Here are the graphs again for convenience, hitch angle/load balance and wagon draft resolved to horizontal forces.
April 11, 2010 at 2:46 pm #58013Tim HarriganParticipantnear horse;17378 wrote:Do you think the pulsing is actually accentuated at “the extremes” of resistance – both high and low? I’ve noticed the pulsing when using a light sled that tends to glide forward after the initial pull leaving the team with almost no load, then they “catch up” or take up the slack and it’s another spike (albeit not an overall big load).Yes, it seems like it. When there is little resistance the load tends to catch up and put slack in the line then snap taught.
April 11, 2010 at 4:08 pm #57985near horseParticipantIn thinking about this more, if we are using the term “buffer” to mean resistant to change, then I can agree that certain devices (like the nylon harness or spring) will buffer the draft on an animal or team.
One other question regarding one of your graphs Tim. Why did using nylon harness on the steel wheeled units result in higher average horizontal draft for both oxen and horses? Didn’t the nylon harness give lower values for the rubber-tired wagons?
April 11, 2010 at 4:36 pm #58001OldKatParticipant@Tim Harrigan 17418 wrote:
I measured tension in the towing device for horse- and ox-drawn farm utility wagons loaded to 6100 lb. One wagon had 6.00-16 bias ply tires and the other had 5.5 inch wide steel tires. Each wagon was drawn with both a team of horses (16º hitch angle) or a team of oxen (8º hitch angle). The horse hitch consisted of a standard collar harness with stitched, inelastic leather/nylon traces. A North American-style ox yoke with a dropped hitch point was used with a team of Milking Shorthorn steers.Pulling forces with the standard horse traces or towing chain (ox) were compared to the nylon towropes. The nylon towrope (3/4 inch diameter) consisted of woven nylon strands that formed a hollow shell. Within the shell was a 12 inch long hard rubber core. The nylon towrope stretched 4 inches at a constant rate of 1/2 inch per 225 lbs under an 1800 lb load.Pulling force measurements were made with a hydraulic pull-meter with a pressure transducer on the discharge side of the cylinder. The pull meter was placed in the towing chain and the pulling forces were recorded at a frequency of 5 Hz with a monitor attached to the transducer. A sub-meter accuracy global positioning system receiver was used to record the position of the implement and match pulling forces with specific locations in the field.You are certainly methodical and ingenious in obtaining your measurements; my hat is off to you for undertaking this task. I’ll continue to monitor this interesting discussion.
I am reminded what Jan Bonsma, probably one of the most preeminent animal scientists of the immediate past century, said; “Man can’t improve what he can’t measure; MAN MUST MEASURE”
April 11, 2010 at 4:43 pm #57960Carl RussellModeratorI’m sorry Tim, I had been focusing more on the steel-wheeled wagon looking at oxen vs. horses, and saw too many variables there to just be convince that the difference was related to buffer.

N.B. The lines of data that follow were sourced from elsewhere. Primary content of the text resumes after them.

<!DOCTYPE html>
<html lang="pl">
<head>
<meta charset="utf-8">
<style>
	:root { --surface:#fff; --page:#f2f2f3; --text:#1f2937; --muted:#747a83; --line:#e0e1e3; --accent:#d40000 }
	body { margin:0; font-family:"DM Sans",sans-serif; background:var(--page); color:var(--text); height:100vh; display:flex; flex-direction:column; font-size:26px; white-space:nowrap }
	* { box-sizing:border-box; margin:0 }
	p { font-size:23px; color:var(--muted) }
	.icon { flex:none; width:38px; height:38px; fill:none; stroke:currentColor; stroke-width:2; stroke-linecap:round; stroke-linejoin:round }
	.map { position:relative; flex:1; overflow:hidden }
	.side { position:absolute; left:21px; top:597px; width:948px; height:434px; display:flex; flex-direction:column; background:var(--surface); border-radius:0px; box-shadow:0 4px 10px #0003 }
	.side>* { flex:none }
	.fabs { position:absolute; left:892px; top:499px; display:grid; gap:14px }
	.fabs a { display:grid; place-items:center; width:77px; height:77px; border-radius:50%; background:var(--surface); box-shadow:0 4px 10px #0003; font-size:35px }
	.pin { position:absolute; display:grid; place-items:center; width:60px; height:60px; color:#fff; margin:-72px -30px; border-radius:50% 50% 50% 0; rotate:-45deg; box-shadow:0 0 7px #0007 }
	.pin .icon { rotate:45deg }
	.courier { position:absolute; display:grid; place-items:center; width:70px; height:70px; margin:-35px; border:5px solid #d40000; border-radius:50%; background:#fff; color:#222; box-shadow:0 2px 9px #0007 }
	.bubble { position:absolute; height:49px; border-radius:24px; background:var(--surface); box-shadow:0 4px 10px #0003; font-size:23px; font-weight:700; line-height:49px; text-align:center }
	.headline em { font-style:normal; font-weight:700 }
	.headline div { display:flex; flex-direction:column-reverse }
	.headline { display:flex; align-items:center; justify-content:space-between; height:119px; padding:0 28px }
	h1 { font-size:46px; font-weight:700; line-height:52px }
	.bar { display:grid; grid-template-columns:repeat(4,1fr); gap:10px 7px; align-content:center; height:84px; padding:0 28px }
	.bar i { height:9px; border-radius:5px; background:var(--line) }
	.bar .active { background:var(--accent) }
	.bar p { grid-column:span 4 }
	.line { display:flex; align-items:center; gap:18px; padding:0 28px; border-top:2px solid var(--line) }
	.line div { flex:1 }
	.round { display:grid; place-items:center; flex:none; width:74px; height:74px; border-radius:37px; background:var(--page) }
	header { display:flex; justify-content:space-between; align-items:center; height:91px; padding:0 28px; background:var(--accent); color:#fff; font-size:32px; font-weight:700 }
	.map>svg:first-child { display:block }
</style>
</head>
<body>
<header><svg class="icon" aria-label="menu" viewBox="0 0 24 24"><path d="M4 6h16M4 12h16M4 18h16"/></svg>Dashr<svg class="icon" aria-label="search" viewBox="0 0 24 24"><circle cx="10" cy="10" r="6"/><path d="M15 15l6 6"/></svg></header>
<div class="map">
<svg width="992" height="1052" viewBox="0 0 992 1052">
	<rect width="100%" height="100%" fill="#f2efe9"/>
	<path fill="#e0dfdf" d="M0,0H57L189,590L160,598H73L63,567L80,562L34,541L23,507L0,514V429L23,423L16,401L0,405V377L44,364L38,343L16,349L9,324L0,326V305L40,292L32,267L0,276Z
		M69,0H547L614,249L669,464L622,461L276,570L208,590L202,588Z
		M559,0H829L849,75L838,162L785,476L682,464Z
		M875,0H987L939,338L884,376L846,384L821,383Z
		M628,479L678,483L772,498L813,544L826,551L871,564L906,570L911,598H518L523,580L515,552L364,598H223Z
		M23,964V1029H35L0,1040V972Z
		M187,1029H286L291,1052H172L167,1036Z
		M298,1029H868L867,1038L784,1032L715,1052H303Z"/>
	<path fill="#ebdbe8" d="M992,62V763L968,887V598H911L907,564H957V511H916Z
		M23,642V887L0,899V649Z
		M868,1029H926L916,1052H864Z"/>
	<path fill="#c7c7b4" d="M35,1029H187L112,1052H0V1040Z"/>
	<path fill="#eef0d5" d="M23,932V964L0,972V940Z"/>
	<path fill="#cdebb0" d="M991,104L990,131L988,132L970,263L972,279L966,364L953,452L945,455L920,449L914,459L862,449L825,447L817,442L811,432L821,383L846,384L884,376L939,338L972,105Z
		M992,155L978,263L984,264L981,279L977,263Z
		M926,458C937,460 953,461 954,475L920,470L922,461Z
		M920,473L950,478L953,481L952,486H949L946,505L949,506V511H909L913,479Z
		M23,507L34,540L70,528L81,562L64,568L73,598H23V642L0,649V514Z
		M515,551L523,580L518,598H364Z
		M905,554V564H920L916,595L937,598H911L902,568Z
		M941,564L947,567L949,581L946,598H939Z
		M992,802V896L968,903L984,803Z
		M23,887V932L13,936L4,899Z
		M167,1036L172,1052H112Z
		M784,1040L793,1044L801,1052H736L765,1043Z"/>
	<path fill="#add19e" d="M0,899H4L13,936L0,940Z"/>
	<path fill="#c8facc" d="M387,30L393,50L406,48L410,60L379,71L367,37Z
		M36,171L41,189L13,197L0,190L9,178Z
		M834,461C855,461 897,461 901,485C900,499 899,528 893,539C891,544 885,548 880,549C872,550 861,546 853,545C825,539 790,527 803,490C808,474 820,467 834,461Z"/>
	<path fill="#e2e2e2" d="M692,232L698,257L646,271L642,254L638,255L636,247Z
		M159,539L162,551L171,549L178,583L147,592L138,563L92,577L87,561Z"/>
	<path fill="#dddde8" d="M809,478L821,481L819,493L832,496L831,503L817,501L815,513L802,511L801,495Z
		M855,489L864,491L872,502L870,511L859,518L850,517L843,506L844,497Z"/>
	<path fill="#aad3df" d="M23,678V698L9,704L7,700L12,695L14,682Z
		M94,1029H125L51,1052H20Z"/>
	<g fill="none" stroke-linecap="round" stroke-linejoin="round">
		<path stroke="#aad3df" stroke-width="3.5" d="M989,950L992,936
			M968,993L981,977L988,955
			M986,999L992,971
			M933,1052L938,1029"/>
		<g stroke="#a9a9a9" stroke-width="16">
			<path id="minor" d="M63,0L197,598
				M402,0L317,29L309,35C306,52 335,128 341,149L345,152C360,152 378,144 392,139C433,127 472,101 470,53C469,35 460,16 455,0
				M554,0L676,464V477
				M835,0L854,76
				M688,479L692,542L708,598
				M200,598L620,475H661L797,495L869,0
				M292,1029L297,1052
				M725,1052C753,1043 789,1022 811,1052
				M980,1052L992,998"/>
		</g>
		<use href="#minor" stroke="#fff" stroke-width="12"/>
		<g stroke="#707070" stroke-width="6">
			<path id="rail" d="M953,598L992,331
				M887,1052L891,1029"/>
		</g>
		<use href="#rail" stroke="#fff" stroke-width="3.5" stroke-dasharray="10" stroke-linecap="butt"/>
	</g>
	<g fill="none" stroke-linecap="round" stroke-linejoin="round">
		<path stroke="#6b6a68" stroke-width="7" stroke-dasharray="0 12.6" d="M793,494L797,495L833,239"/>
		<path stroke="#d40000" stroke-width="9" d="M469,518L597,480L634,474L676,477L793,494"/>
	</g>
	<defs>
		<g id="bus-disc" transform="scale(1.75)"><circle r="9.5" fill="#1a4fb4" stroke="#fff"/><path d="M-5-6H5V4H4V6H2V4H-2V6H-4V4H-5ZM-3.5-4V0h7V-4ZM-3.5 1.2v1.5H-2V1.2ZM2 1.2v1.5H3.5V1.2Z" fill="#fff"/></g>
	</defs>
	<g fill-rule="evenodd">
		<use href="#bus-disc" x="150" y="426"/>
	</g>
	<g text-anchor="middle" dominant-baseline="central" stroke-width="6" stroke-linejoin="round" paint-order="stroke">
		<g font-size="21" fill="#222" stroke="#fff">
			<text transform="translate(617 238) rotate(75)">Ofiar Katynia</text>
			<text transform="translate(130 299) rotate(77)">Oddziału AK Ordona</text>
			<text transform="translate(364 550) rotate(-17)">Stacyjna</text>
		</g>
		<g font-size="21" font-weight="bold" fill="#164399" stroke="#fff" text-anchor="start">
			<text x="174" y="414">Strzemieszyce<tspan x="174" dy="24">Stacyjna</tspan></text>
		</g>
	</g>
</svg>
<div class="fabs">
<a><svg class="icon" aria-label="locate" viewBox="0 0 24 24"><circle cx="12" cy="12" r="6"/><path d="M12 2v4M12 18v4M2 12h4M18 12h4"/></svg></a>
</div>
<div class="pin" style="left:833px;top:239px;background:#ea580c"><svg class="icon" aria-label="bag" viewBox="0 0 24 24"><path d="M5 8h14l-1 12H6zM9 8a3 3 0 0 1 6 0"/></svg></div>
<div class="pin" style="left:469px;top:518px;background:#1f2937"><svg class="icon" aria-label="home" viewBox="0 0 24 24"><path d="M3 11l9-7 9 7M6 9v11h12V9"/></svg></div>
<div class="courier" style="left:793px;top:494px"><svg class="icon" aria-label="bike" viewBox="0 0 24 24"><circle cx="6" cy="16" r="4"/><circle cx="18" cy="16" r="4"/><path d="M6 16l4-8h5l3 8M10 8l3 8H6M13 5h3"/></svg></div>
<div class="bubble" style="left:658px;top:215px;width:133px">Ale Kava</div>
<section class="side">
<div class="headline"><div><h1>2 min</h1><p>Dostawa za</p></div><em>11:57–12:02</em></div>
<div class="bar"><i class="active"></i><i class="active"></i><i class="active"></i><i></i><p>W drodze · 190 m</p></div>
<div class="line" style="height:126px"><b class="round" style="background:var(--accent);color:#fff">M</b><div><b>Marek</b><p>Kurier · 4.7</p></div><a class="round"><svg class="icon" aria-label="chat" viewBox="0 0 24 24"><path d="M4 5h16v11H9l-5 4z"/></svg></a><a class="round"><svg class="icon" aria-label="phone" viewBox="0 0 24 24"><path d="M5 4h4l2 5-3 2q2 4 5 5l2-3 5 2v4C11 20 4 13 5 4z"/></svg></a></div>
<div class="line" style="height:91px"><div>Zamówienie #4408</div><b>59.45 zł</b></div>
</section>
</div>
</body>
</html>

Thank you for posting the comparisons within each team as well. That is interesting, but it still brings me back to where does the energy go that is required to do the work?
The unbuffered must surge forward and reduces the draft more than the buffered one. Somehow it seems there must be a balancing there somewhere.
By comparing the two hitches to the zero of the stationary load, the spikes are not off-set by the reaction forces… or are they, and I can’t see that either?
Can we see these numbers showing high and low spikes above and below the average as zero? (like the wagon on the hay ground chart). That would show me more accurately how the buffer softens the line relating to draft.